• Probing the Gray Area with Jemima Kirke

    Jemima Kirke isn’t shy about sharing her opinion. When I meet the London-born actor and artist at the South by Southwest Festival in Austin, Texas, she is busy promoting the premiere of her zany new relationship comedy Wild Honey Pie!, one of several films she has in the festival pipeline this spring. But it doesn’t take long for Kirke to detour toward a more contentious topic: how the #MeToo movement contributes to a culture of censorship and silencing.

    Kirke became a public persona somewhat begrudgingly back in 2011, when she agreed to star in a progressive HBO series called Girlsat the behest of her longtime friend Lena Dunham. Nearly instantly, the show enthroned Kirke (who plays Jessa) and her band of bohemian Brooklynites as millennial royalty. Since then, Kirke has put down tangled roots across the art world — working by turns as an actor, painter, and video girl for a varied slate of singers including Zayn Malik, Alex Cameron, and Mick Jagger. 

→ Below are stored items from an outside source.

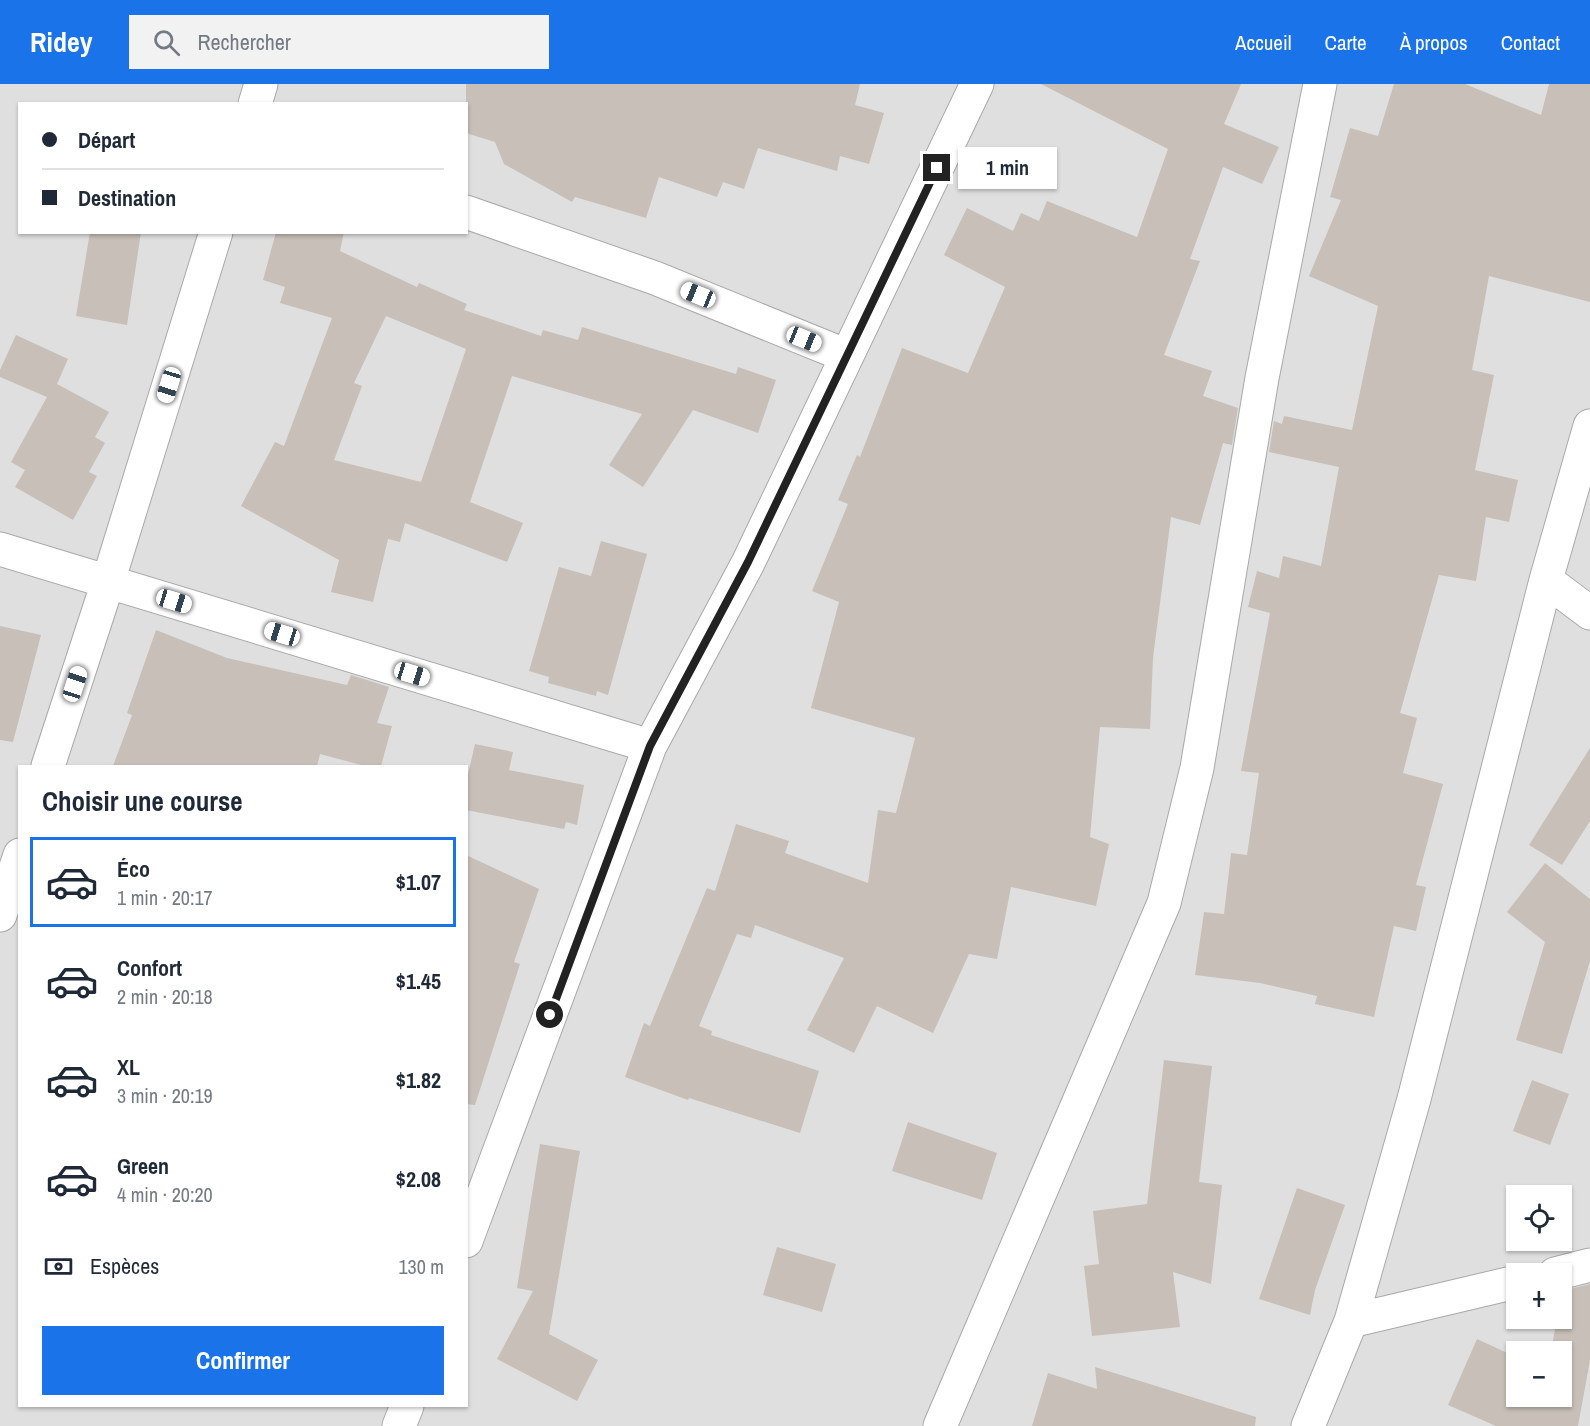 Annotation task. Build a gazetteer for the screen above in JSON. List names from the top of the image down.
{
  "page": {
    "header": "Ridey",
    "search": "Rechercher",
    "nav": [
      "Accueil",
      "Carte",
      "À propos",
      "Contact"
    ],
    "banner": ["Départ", "Destination"],
    "bubble": "1 min",
    "heading": "Choisir une course",
    "list": [
      {
        "name": "Éco",
        "note": "1 min · 20:17",
        "value": "$1.07"
      },
      {
        "name": "Confort",
        "note": "2 min · 20:18",
        "value": "$1.45"
      },
      {
        "name": "XL",
        "note": "3 min · 20:19",
        "value": "$1.82"
      },
      {
        "name": "Green",
        "note": "4 min · 20:20",
        "value": "$2.08"
      }
    ],
    "map_buttons": ["+", "−"],
    "pay": ["Espèces", "130 m"],
    "buttons": "Confirmer"
  }
}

    In Wild Honey Pie! Kirke brings her trademark tattoos and unfettered creative energy to the role of Gillian, a restless playwright who teams up with her dweeby husband to stage a Shakespeare festival on the Welsh seaside. Written and directed by Jamie Adams, the chatty indie proves a natural fit for Kirke, who renders her roles so organically that it’s easy to conflate her chaotic onscreen presence with her personality in real life. Instead, the Kirke seated before me in red platforms and a denim jumpsuit meditates on her work and our feminist moment with clear-eyed composure and shrewd critical conviction. But fortunately, impropriety peeks through the poise — the free spirited Brit slips more than one “fuck” into the brief exchange.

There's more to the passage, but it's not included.